(WORK TO COMPLETE):
Beginning with the first line below, output every record verbatim and leave out the images.

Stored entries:
Content starts

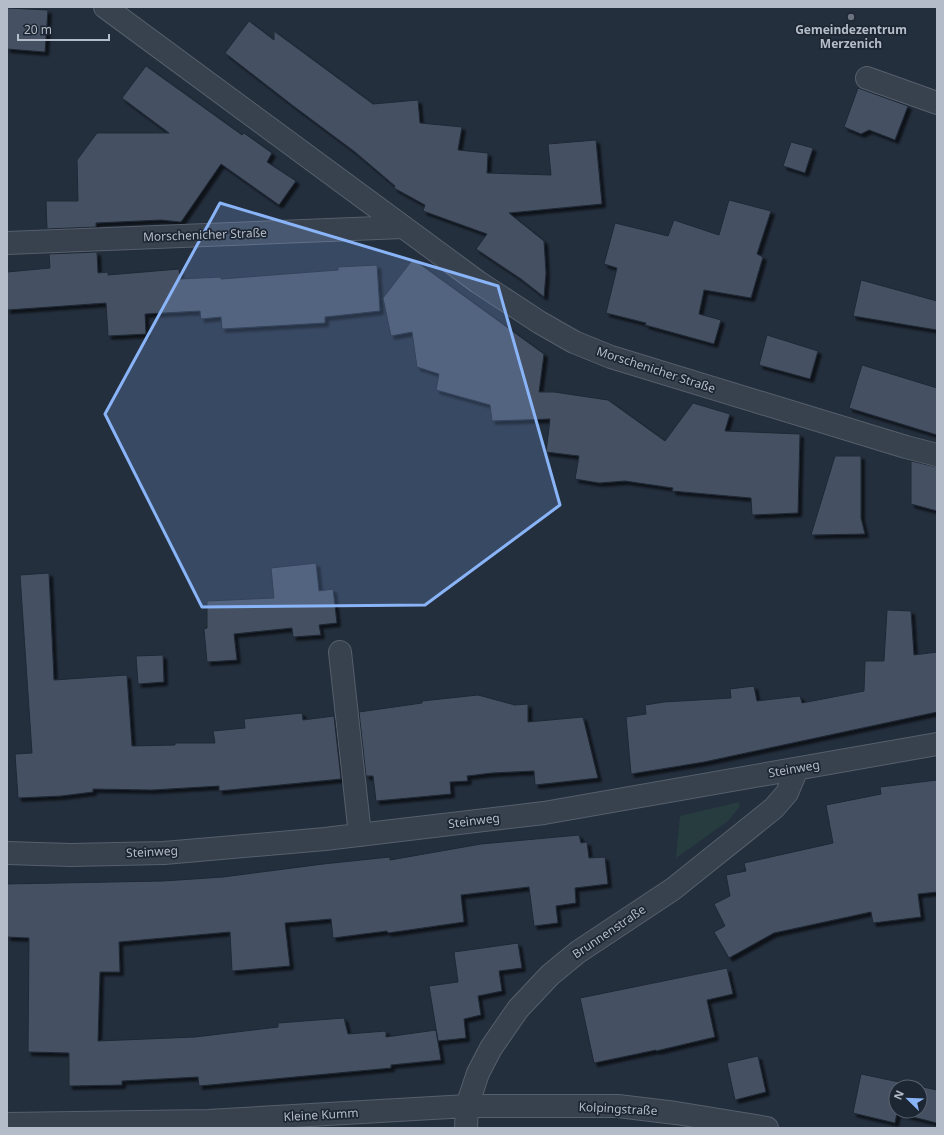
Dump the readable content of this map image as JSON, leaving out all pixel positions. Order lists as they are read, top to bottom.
{
  "streets": {
    "street": [
      "Morschenicher Straße",
      "Steinweg",
      "Brunnenstraße",
      "Kolpingstraße",
      "Kleine Kumm"
    ]
  },
  "crossings": [
    ["Steinweg", "Brunnenstraße"],
    ["Brunnenstraße", "Kolpingstraße"],
    ["Brunnenstraße", "Kleine Kumm"],
    ["Kolpingstraße", "Kleine Kumm"]
  ],
  "places": ["Gemeindezentrum Merzenich"],
  "scale_bar": "20 m",
  "north": "top left"
}
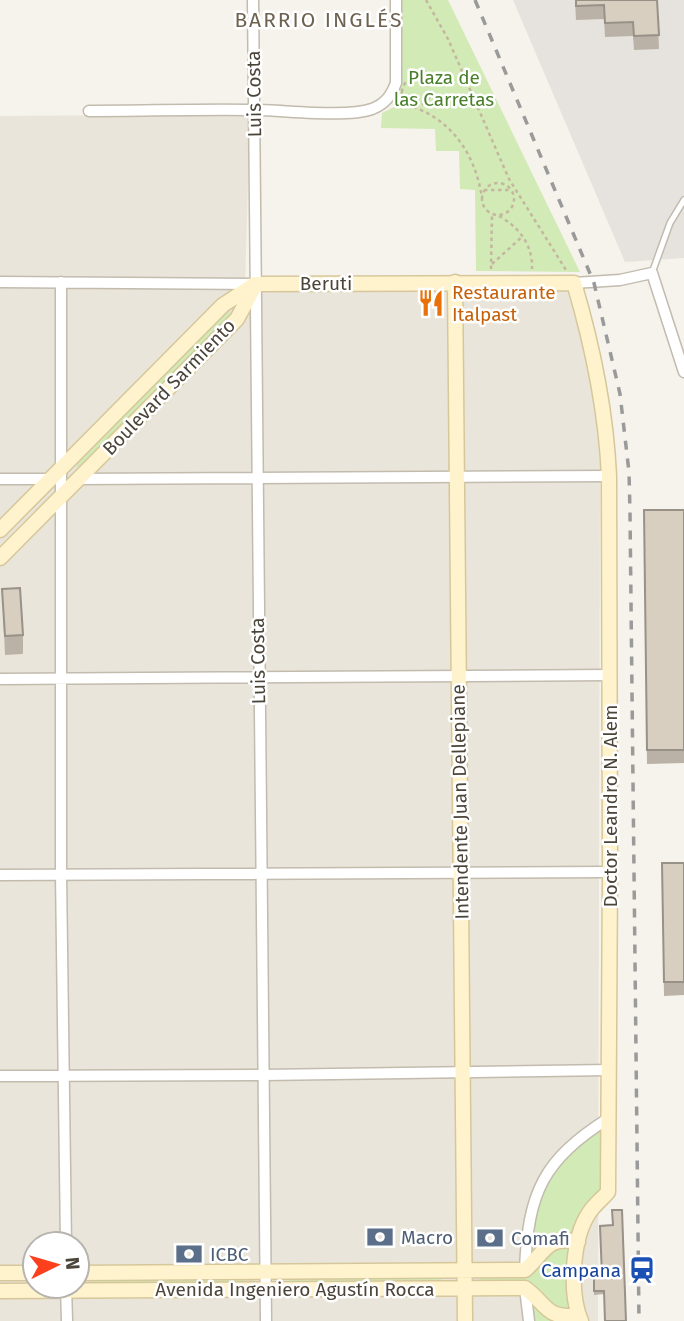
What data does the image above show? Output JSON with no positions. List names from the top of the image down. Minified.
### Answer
{"streets":{"street":["Luis Costa","Beruti","Boulevard Sarmiento","Intendente Juan Dellepiane","Doctor Leandro N. Alem","Avenida Ingeniero Agustín Rocca"]},"crossings":[["Luis Costa","Beruti"],["Luis Costa","Boulevard Sarmiento"],["Luis Costa","Avenida Ingeniero Agustín Rocca"],["Beruti","Boulevard Sarmiento"],["Beruti","Intendente Juan Dellepiane"],["Beruti","Doctor Leandro N. Alem"],["Intendente Juan Dellepiane","Avenida Ingeniero Agustín Rocca"]],"districts":["BARRIO INGLÉS"],"parks":["Plaza de las Carretas"],"places":{"restaurant":["Restaurante Italpast"],"bank":["Macro","Comafi","ICBC"],"station":["Campana"]},"north":"right"}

Content ends

(RESPONSE TO THE TASK):
Dump the readable content of this map image as JSON, leaving out all pixel positions. Order lists as they are read, top to bottom.
{
  "streets": {
    "street": [
      "Morschenicher Straße",
      "Steinweg",
      "Brunnenstraße",
      "Kolpingstraße",
      "Kleine Kumm"
    ]
  },
  "crossings": [
    ["Steinweg", "Brunnenstraße"],
    ["Brunnenstraße", "Kolpingstraße"],
    ["Brunnenstraße", "Kleine Kumm"],
    ["Kolpingstraße", "Kleine Kumm"]
  ],
  "places": ["Gemeindezentrum Merzenich"],
  "scale_bar": "20 m",
  "north": "top left"
}
What data does the image above show? Output JSON with no positions. List names from the top of the image down. Minified.
### Answer
{"streets":{"street":["Luis Costa","Beruti","Boulevard Sarmiento","Intendente Juan Dellepiane","Doctor Leandro N. Alem","Avenida Ingeniero Agustín Rocca"]},"crossings":[["Luis Costa","Beruti"],["Luis Costa","Boulevard Sarmiento"],["Luis Costa","Avenida Ingeniero Agustín Rocca"],["Beruti","Boulevard Sarmiento"],["Beruti","Intendente Juan Dellepiane"],["Beruti","Doctor Leandro N. Alem"],["Intendente Juan Dellepiane","Avenida Ingeniero Agustín Rocca"]],"districts":["BARRIO INGLÉS"],"parks":["Plaza de las Carretas"],"places":{"restaurant":["Restaurante Italpast"],"bank":["Macro","Comafi","ICBC"],"station":["Campana"]},"north":"right"}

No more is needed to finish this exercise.